For more information on its history, see the Elasticsearch Wikipedia entry.
Squirro uses Elasticsearch as its primary means to store and query its documents. When you ingest data into Squirro, Elasticsearch is the component that will store the bulk of the data.
Unless you index binary documents, it is the only persistence component that will grow based on the data volume you ingest.
Thanks to Elasticsearch, Squirro can scale to massive sizes with relative ease, but there are still a few things to consider:
How big is the dataset expected to grow?
How complex will the data be? (How many fields with how much variation?)
How many documents will be indexed per day/hour/minute/second?
How many concurrent users will be querying the system in parallel?
Will those parallel queries all contain aggregations?
Is the data time-based? Can data be segmented into time-based indexes that can be either discarded after some time has elapsed or can be marked as read-only?
These questions will define how many nodes of Elasticsearch, how many shards and replicas, how much RAM and CPU and what type of storage is required to provide the desired user experience and resilience. Whenever the team at Elasticsearch is asked how a specific setup will perform, then answer is always: It depends! While this can be frustrating it is the honest and correct answer.
While Squirro will take away some of the main concerns, for example with its intelligent caching layer, the basic logic still applies with Elasticsearch: Start small within the development environment, load real data, test and measure the performance under as real as possible conditions, and adjust & scale accordingly.
Another important aspect is that in Elasticsearch queries can be run against one or multiple indexes. For the application executing the query, this makes no difference. This allows for some really powerful patterns if the data can be expired after a given time or if it will be queried by the end users less frequently.
Here is an example:
Suppose you have to index 10 million documents every day and keep the data for 30 days. With a single index, you’d end up with an index with 300 million documents. Using sharding and replicas this is a feasible setup.
Using time-based indexes we could instead create a dedicated index every day. e.g.
Assume each index is roughly 10 million documents.
If you want to run a query against all 30 days you would simply query against
index_* and the result and performance would be about the same as above. However, if you know based on the Squirro dashboard that the user is only is interested in the last 24 hours, you can choose to only run the query against one or two of these indexes.

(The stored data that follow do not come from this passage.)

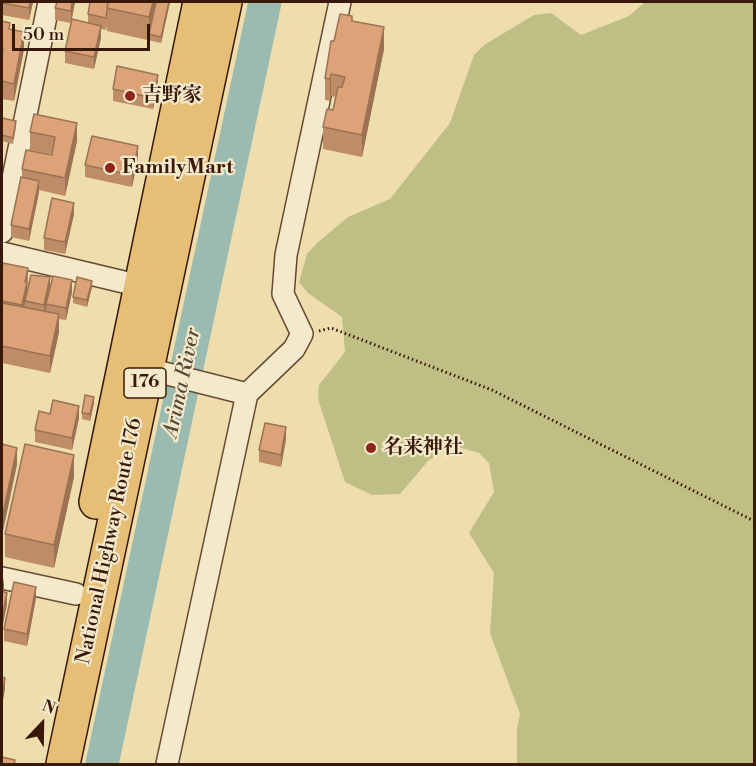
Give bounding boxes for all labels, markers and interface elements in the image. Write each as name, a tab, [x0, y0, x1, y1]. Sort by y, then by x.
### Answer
scale bar	[15, 12, 153, 50]
text: 50 m	[23, 23, 64, 46]
place label: 吉野家	[142, 84, 202, 108]
marker: 吉野家	[123, 89, 137, 103]
place label: FamilyMart	[122, 156, 233, 180]
marker: FamilyMart	[103, 161, 117, 175]
water label: Arima River	[159, 326, 207, 440]
road number: 176	[124, 368, 166, 398]
street label: National Highway Route 176	[72, 416, 148, 666]
place label: 名来神社	[383, 436, 463, 460]
marker: 名来神社	[364, 441, 378, 455]
north arrow	[12, 694, 72, 754]
text: N	[39, 696, 58, 719]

This way the data being queried is lower and the query performance will be far superior and the memory overhead for the concurrent queries far lower.
Reference: See this excellent document from Elasticsearch about how to design for scaling: Elasticsearch: Designing for Scale.
MySQL is an open-source relational database management system (RDBMS). In July 2013, it was the world’s second most widely used RDBMS, and the most widely used open-source client-server model RDBMS.
MySQL is a popular choice of database for use in web applications and is a central component of the widely used LAMP open-source web application software stack (and other AMP stacks).
For more information on its history, see the MySQL Wikipedia page.
The MySQL RDBMS is used by Squirro to store configuration data.
No documents are stored in MySQL, hence it does not have to scale with the data volume ingested into Squirro. Squirro has previously seen deployments with millions of documents and a MySQL database that was less than 10 MB.
The main data stored in MySQL is:
User Sessions / Auth Tokens
Scheduled Tasks / Alerts
To achieve high availability and scalability the Squirro cluster service configures MySQL in a Source → Replica setup.
Each node in the Squirro cluster can contribute a MySQL service to the cluster, and the cluster services uses Zookeeper to automatically elect a leader. All remaining nodes will become followers and replicate the entire database.
Read operations are handled by all nodes, writes go to the leader and are replicated out to the followers.
There are two main concerns when scaling:
Number of write operations to the Source node
Concurrent Open Connections to any of the MySQL nodes. (each connection requires RAM)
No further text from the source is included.